On the reverse is a confused inscription, 1540 Chriavite animallis Christtus fatto in pesaro (Creation of the animals - Christ - made in Pesaro). The composition, illustrating Genesis, chapter 1, is adapted from an engraving by an associate of Marcantonio Raimondi [see illustration], which is in turn derived from Raphael's design for the Vatican Loggias, which were planned in the years before the painter's death in 1520 and finished by Giulio Romano and other pupils of Raphael's afterwards.

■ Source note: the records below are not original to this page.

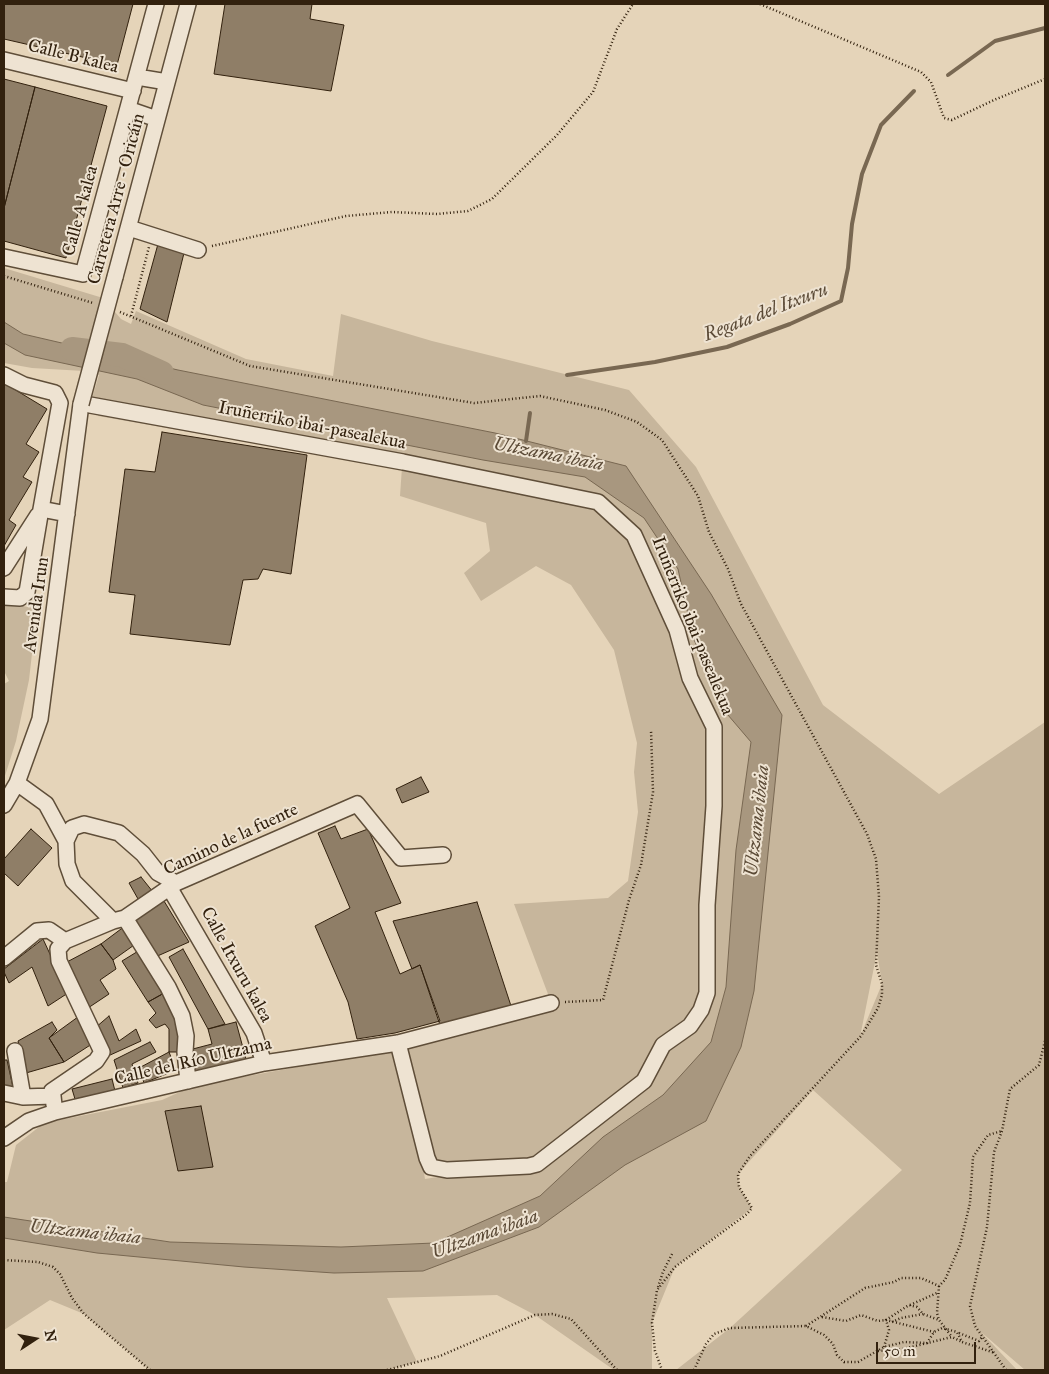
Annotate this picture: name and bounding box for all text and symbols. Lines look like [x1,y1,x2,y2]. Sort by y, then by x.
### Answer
street label: Calle B kalea [25,35,121,79]
street label: Carretera Arre - Oricáin [84,111,150,287]
street label: Calle A kalea [59,163,103,259]
water label: Regata del Itxuru [701,279,831,347]
street label: Iruñerriko ibai-pasealekua [216,397,408,455]
water label: Ultzama ibaia [491,433,605,477]
street label: Iruñerriko ibai-pasealekua [646,534,738,718]
street label: Avenida Irun [20,556,54,654]
water label: Ultzama ibaia [741,764,775,878]
street label: Camino de la fuente [160,799,302,881]
street label: Calle Itxuru kalea [195,904,277,1026]
street label: Calle del Río Ultzama [112,1033,274,1091]
water label: Ultzama ibaia [428,1205,542,1265]
water label: Ultzama ibaia [28,1216,142,1250]
north arrow [10,1314,60,1364]
text: N [41,1329,60,1343]
scale bar [879,1332,979,1364]
text: 50 m [884,1342,916,1360]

There were close links between the potteries of Pesaro, Urbino, and Castel Durante throughout the Renaissance and they are sometimes collectively called the “Metauro School”, after the river which runs through the district. Despite a difference in the handwriting of the respective inscriptions, this dish is probably by the same painter as a dish of crucial documentary importance, given by Fortnum to the British Museum in 1888 and marked as made in the workshop of Girolamo dalle Gabicce in Pesaro in 1544 (Wilson 1987, no. 96). Girolamo's workshop was the most important producer of istoriato maiolica in Pesaro, particularly in the 1540s, 1540 being the earliest date found on any marked piece of Pesaro maiolica. Fortnum noted the absurdity of a conventionalized town in the background of a Creation scene, considering the dish “an unattractive but important piece”.